By Jennifer Shaw, Austin Massage Therapist and Guest Blogger
Even the seasoned massage therapist probably remembers the first time they worked on a pregnant massage client. When we reached the pregnancy portion of our massage training, I remember being terrified by prenatal massage. Even in my practice now – four years after my certification, when a new client comes in and shows up pregnant, I take a deep breath. But I haven’t taken a prenatal massage class yet.
So what’s my hang up – and maybe yours?
1. MYTH: Everything I need to know, I learned in massage school.
In Texas, your massage certification training only covers the basics of pregnancy or prenatal massage. | I hear this one a lot for a lot of different continuing education courses. While we certainly had a “special populations” class and have probably rubbed a pregnant belly at least once in our massage training, there is a lot more to know about the pregnant body and how it best receives massage therapy. Please note, our lack of prenatal massage training is not a short-coming of our massage school or its curriculum – in Texas, massage schools only have 500 hours to teach everything its students need to know to pass exams. Instead, consider this an opportunity for massage continuing education and go get more training.
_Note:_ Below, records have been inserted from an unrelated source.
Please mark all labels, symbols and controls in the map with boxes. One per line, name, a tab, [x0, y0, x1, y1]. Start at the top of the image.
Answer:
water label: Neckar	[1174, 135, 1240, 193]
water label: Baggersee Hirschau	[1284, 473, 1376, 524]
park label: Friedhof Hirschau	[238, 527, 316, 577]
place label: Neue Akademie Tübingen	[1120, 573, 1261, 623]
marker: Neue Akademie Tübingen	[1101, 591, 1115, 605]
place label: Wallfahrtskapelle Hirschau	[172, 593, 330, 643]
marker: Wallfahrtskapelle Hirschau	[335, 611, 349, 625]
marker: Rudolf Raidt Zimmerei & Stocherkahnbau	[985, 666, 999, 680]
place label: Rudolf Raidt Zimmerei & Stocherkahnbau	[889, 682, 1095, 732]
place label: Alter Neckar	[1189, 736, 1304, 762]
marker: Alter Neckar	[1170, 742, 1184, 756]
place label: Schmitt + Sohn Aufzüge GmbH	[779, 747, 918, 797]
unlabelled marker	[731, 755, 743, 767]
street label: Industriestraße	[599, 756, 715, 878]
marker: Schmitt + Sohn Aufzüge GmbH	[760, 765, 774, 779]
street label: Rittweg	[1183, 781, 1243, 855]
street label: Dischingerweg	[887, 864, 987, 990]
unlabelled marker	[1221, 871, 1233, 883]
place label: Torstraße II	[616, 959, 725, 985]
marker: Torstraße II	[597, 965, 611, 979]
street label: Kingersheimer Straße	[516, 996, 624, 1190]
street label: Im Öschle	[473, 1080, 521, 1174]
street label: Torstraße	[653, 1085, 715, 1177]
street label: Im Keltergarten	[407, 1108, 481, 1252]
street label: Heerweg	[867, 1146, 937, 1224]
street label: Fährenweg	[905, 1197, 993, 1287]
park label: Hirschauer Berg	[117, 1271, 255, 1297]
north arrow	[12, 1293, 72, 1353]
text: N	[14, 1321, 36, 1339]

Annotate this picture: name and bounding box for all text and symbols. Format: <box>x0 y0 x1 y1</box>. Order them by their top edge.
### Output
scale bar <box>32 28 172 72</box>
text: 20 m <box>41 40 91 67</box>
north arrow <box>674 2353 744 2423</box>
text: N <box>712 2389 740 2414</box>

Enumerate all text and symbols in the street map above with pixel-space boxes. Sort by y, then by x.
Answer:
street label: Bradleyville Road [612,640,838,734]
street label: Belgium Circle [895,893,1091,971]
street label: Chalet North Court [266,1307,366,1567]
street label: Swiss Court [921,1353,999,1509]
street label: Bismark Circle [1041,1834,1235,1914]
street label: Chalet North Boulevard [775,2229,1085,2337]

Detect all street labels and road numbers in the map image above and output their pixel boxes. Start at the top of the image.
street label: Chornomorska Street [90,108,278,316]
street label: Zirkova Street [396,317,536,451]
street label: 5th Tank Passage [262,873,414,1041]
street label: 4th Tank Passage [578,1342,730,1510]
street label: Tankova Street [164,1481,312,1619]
2. MYTH: All the anatomy is the same.
Well sort of, but I think if we can’t recite exactly where the small intestines go when a pregnant woman hoists herself on your massage table in her third trimester, we have a problem. | While none of the human anatomy goes away, it certainly changes. Any woman who has been pregnant can tell you that. A pregnant woman at some point might tell you she gets full off a Cheeto and can’t breathe at all in certain positions. Hello, loose joints and low back pain! And even if you’ve experienced these changes firsthand as a one-time pregnant woman yourself, if you don’t know exactly how it all smushes around when a baby grows in you and how those changes affect bodywork, you need a class. (P.S. Now I know where the small intestines go. I looked it up.)
3. MYTH: I don’t have that many pregnant clients, so it really doesn’t affect my business.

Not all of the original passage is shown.